Copy each line below containing "wash".

------------------------------------

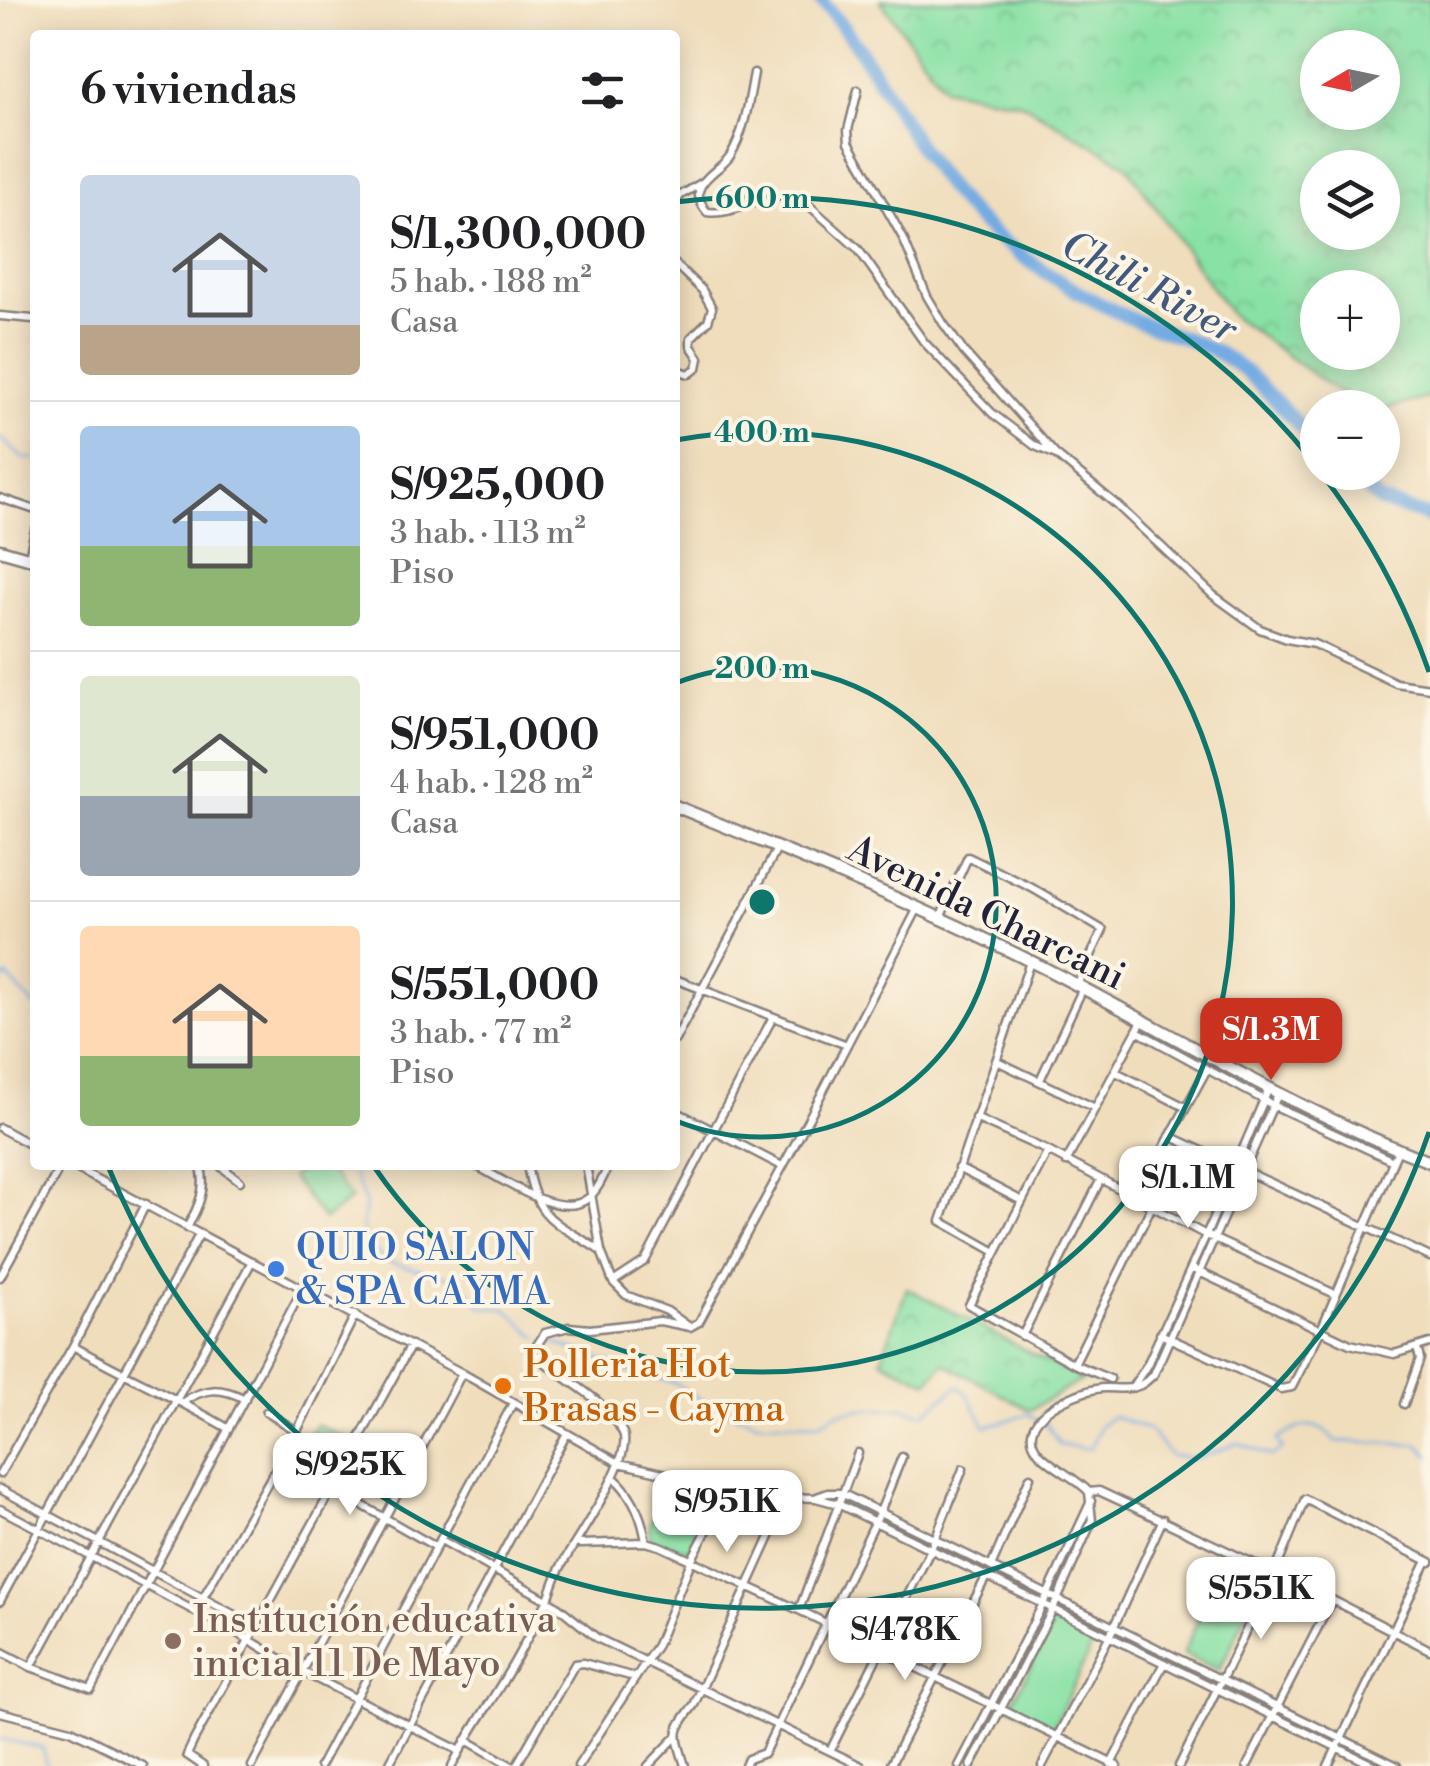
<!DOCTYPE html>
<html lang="es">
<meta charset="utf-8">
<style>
:root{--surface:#fff;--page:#f6f6f6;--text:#202124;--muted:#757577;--line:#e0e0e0;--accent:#c8321e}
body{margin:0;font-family:"Libre Bodoni",serif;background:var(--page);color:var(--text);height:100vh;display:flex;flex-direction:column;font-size:38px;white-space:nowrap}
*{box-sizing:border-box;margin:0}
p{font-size:32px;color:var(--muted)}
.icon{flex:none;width:55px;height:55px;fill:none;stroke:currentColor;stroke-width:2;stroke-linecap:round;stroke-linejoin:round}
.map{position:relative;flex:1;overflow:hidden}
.side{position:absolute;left:30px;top:30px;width:650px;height:1140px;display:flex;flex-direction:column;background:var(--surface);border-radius:10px;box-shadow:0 5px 25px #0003}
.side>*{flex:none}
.needle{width:65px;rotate:261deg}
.tools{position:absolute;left:1300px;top:30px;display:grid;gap:20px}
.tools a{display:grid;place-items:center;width:100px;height:100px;border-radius:50%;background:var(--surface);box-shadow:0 5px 25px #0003;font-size:50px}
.price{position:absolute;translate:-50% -85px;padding:0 22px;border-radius:20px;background:#fff;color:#222;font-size:32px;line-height:65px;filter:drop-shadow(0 2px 5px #0008)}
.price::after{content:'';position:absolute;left:50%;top:60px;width:30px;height:22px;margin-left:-15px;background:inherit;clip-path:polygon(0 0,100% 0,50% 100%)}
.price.on{background:var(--accent);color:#fff}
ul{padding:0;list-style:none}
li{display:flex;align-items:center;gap:30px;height:250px;padding:0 50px}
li+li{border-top:2px solid var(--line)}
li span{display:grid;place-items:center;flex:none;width:280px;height:200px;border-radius:10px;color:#555}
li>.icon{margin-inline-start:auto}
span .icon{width:120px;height:120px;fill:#fffc;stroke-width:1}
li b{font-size:42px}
h2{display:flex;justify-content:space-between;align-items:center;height:120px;padding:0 50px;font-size:42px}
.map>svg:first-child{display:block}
.grass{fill:url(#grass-tufts);stroke:#558270;stroke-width:2.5}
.park{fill:url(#park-crowns);stroke:#558270;stroke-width:2.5;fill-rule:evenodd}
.pitch{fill:#88e1a5;stroke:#558270;stroke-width:2.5}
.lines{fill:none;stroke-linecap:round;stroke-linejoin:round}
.stream{stroke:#73abe2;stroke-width:2.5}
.river{stroke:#73abe2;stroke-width:14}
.minor-casing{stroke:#89807c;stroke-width:11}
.secondary-casing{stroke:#89807c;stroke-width:15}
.minor{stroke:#fff;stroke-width:6}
.secondary{stroke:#fff;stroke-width:10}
.ring{fill:none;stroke:#0f766e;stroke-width:5}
.shop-dot{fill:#3f7fe0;stroke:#fcf5e5;stroke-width:4}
.food-dot{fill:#e8710a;stroke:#fcf5e5;stroke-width:4}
.education-dot{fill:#8d6e63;stroke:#fcf5e5;stroke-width:4}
.labels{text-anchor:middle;stroke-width:8;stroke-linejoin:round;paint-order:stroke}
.street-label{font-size:38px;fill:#22223b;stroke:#fcf5e5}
.shop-label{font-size:38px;fill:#366cbe;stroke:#fcf5e5;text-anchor:start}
.food-label{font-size:38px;fill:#c56008;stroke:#fcf5e5;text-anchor:start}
.education-label{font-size:38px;fill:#785e54;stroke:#fcf5e5;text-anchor:start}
.water-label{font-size:40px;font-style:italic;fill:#42597e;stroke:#fcf5e5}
.centre{fill:#0f766e;stroke:#fcf5e5;stroke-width:5}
.ring-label{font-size:30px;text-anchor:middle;font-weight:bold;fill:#0f766e;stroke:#fcf5e5;stroke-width:8;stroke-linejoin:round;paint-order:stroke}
</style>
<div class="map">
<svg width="1430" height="1766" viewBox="0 0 1430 1766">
<defs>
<pattern id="grass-tufts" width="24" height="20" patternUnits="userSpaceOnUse" patternTransform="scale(2.5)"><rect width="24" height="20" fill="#88e1a5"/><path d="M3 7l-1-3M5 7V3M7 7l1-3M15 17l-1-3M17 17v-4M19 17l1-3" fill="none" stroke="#75c18f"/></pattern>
<pattern id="park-crowns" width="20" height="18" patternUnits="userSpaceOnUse" patternTransform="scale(2.5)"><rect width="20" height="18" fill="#88e1a5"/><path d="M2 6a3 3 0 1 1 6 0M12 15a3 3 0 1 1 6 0" fill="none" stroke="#75c18f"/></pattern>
</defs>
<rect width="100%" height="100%" fill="#fcf5e5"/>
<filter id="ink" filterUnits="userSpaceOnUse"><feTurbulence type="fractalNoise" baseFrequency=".01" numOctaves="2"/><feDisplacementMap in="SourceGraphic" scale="20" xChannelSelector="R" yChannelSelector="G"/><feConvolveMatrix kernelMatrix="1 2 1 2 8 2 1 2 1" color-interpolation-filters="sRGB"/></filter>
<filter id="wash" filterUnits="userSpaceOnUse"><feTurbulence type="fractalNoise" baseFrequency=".0048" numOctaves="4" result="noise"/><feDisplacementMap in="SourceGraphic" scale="40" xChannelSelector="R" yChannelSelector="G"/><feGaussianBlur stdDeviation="2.25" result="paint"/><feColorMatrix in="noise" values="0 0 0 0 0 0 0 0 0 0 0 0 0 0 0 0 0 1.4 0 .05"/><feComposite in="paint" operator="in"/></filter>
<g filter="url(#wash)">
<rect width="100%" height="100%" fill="#f0ddbc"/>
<!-- grass -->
<path class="grass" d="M667,1485L717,1493L689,1551L650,1538L649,1525Z
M1226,1557L1265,1575L1219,1671L1183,1654Z"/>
<!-- park -->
<path class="park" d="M880,0H1430V397L1383,410L1343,396L1230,314L1126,165L1024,104L944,88ZM1318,48H1382V112H1318ZM1318,168H1382V232H1318ZM1318,288H1382V352H1318Z
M907,1288L1082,1380L1030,1410L944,1363L928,1382L881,1360Z"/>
<!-- pitch -->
<path class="pitch" d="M306,1165H325L351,1199L324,1220L291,1177Z
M316,1424L347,1439L329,1474L298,1459Z
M1055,1620L1095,1640L1053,1728L1010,1706Z"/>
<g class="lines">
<!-- stream -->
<path class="stream" d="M0,438L24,459L35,458
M0,982L7,976L35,1007
M350,1165L365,1202L362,1227L367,1244L387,1262L461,1280L481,1307L506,1309L538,1338
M545,1339L626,1370L675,1383L708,1404L757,1422L820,1423L837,1413L861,1409L904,1408L923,1414L958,1386L967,1393L986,1427L1028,1414L1047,1425L1060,1445L1090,1449L1100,1425L1113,1416L1149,1430L1171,1456L1199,1458L1238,1443L1271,1456L1283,1449L1277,1440C1302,1423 1314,1419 1336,1441L1419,1445L1430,1456
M0,1739L43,1748L47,1766"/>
<!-- river -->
<path class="river" d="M820,0C886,69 914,167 990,231C1032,266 1082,297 1132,319C1161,332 1196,339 1223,356C1260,378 1286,415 1318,444
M1349,472L1380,501L1430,517"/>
</g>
</g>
<g filter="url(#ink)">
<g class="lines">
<!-- minor casing -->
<g class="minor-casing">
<path id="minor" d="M754,73C749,100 745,132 730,156C722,168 703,176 699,191C698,199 702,206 707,212C739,217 770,185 803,200L858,249L924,342L992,413L1035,446L1054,454
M858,90L848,130L849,142L903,238L927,296L943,323L964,352L1055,454L1118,506L1213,595L1260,629L1287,639L1314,644L1396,683L1430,688
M675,203L681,195L703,182
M675,264L702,290L712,308L708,321L691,338V346L699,358L697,368L689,374L675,369
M0,316L33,319
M0,498L35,510
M29,557L35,530
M940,918L968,857L1032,888L1103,930L1077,985
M675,979L847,1045
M1137,1031L1273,1105L1393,1161
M675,1040L778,847
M997,1061L1095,1108
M1116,1072L1185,1107
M1040,1080L1083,988
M675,1111L782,1166
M975,1118L1048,1151L1206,1235L1335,1294
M0,1128L35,1147
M1170,1136L1430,1257
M1048,1151L969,1305L1074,1364L1151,1208
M1066,1162L1142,1021
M70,1165L462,1373L619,1463L729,1488L788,1497L816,1498L838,1504L1375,1766
M219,1165L240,1181
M475,1165C502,1179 559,1220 587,1199C598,1191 603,1177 609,1165
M527,1165C537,1222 555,1221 599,1250
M586,1165L601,1251L613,1282L626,1295L667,1311L688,1326
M958,1168L1022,1201
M1136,1199L1207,1069
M187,1228C198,1208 208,1187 200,1165
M996,1252L941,1221L1030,962
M1191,1268L1350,1344L1394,1354L1430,1343
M0,1277L61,1165
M613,1282L645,1261L773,1017
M690,1327L699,1322L810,1116L918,908
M1160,1334L1281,1389L1292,1387L1320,1332L1398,1150
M1022,1336L1100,1181
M73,1346C124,1375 178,1399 229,1429
M1074,1364L1110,1379
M1133,1386L1147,1365L1206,1235L1269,1088
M183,1402C205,1387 221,1387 245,1399
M1404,1404L1420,1359L1417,1348
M266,1412L297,1431
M858,1453L799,1610L1117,1766
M278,1461L332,1488L436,1547
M0,1474L73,1346L146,1204
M613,1477C633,1494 642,1516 646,1542
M0,1489L255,1626
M1089,1492L1099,1491L1332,1600L1430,1650
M817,1497L828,1493H841L1397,1766
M0,1509L248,1639L301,1671L460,1751
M441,1540L556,1605L597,1638L861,1766
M579,1544L646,1542L660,1546L799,1610
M991,1567L1030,1477
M0,1601L199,1235
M195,1612L297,1431L355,1315
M0,1651L31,1667L91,1689L303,1288
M31,1667L252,1261
M0,1712L71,1730L143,1766
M466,1740L512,1766
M830,1751L931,1549L963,1469
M1111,1764L1164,1663
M203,1766L187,1755L194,1740L411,1345
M252,1766L462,1373
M320,1766L513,1403
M388,1766L566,1435
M452,1766C473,1725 502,1687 523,1646C531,1631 541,1615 548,1599C553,1587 556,1574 563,1563C576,1540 634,1457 623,1433C603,1393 560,1381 533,1351L545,1333L569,1327L590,1329L660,1321L690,1327
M516,1766L575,1664L583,1663L634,1677
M578,1766L657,1645L692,1559L729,1488
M648,1766L675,1738
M685,1766C675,1732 672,1733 694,1705L788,1497
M745,1766L748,1759L764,1753L880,1512L902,1457
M890,1766L986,1577
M959,1766L1043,1604L1091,1501
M971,1766L1053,1609L1092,1521L1089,1492C1075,1477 1053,1468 1039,1453C1011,1420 1071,1394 1096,1389C1108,1386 1122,1391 1135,1387C1143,1385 1148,1380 1154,1374L1279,1092
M1042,1766L1109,1637L1163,1519
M1179,1766L1275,1572L1305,1499L1430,1562
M1247,1766L1332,1600
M1328,1766L1427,1561"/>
</g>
<!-- secondary casing -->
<g class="secondary-casing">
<path id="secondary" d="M0,550L35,560
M675,806C811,861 948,917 1077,985C1193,1046 1307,1115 1430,1162"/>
</g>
<!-- minor -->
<use href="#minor" class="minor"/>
<!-- secondary -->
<use href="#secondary" class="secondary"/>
</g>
</g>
<!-- distance rings -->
<g class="ring">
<path d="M676 683A235 235 0 1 1 676 1121"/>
<path d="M676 440A470 470 0 1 1 375 1168"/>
<path d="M1429 1132A705 705 0 0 1 108 1166M676 202A705 705 0 0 1 1314 463M1321 473A705 705 0 0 1 1429 672"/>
</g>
<!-- markers -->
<circle class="shop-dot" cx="276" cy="1269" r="10"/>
<circle class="food-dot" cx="503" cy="1386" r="10"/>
<circle class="education-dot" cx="173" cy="1641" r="10"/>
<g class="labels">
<!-- street labels -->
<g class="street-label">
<text transform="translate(987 912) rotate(26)" y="13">Avenida Charcani</text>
</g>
<!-- shop labels -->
<g class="shop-label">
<text x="296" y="1260">QUIO SALON<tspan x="296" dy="44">&amp; SPA CAYMA</tspan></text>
</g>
<!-- food labels -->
<g class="food-label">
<text x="523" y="1377">Polleria Hot<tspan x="523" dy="44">Brasas - Cayma</tspan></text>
</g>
<!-- education labels -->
<g class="education-label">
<text x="193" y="1632">Institución educativa<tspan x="193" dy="44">inicial 11 De Mayo</tspan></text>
</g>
<!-- water labels -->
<g class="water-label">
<text transform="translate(1150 286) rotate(28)" y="14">Chili River</text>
</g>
</g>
<circle cx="762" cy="902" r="15" class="centre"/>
<g class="ring-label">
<text x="762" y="208">600 m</text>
<text x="762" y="442">400 m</text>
<text x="762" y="678">200 m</text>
</g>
</svg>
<div class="tools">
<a><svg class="needle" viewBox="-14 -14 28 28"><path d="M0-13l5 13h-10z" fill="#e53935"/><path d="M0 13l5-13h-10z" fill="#757577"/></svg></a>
<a><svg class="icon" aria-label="layers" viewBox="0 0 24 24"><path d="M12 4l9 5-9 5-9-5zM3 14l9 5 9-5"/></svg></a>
<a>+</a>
<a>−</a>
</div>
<b class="price on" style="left:1271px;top:1083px">S/1.3M</b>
<b class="price" style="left:1188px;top:1231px">S/1.1M</b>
<b class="price" style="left:350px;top:1518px">S/925K</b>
<b class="price" style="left:727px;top:1555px">S/951K</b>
<b class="price" style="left:1261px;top:1642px">S/551K</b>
<b class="price" style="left:905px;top:1683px">S/478K</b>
<section class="side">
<h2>6 viviendas<svg class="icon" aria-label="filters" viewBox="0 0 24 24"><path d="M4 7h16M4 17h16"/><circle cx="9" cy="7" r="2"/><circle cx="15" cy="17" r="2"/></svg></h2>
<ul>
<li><span style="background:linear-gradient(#c9d6e8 75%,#b9a48a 0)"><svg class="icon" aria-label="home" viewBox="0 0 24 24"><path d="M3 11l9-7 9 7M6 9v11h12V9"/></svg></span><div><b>S/1,300,000</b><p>5 hab. · 188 m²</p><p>Casa</p></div></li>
<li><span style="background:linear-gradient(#a9c7e8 60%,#8fb573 0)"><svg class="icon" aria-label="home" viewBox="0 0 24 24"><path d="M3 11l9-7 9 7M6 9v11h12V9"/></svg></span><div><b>S/925,000</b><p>3 hab. · 113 m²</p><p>Piso</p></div></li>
<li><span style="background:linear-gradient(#dfe7d0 60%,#9aa5b1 0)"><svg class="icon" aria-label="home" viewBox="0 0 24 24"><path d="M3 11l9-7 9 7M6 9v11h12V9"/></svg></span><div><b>S/951,000</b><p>4 hab. · 128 m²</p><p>Casa</p></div></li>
<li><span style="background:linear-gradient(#ffd9b3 65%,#8fb573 0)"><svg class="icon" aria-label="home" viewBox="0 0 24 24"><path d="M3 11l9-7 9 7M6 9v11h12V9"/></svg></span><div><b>S/551,000</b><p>3 hab. · 77 m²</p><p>Piso</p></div></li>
</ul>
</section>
</div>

------------------------------------

FINISHED EXERCISE:
<filter id="wash" filterUnits="userSpaceOnUse"><feTurbulence type="fractalNoise" baseFrequency=".0048" numOctaves="4" result="noise"/><feDisplacementMap in="SourceGraphic" scale="40" xChannelSelector="R" yChannelSelector="G"/><feGaussianBlur stdDeviation="2.25" result="paint"/><feColorMatrix in="noise" values="0 0 0 0 0 0 0 0 0 0 0 0 0 0 0 0 0 1.4 0 .05"/><feComposite in="paint" operator="in"/></filter>
<g filter="url(#wash)">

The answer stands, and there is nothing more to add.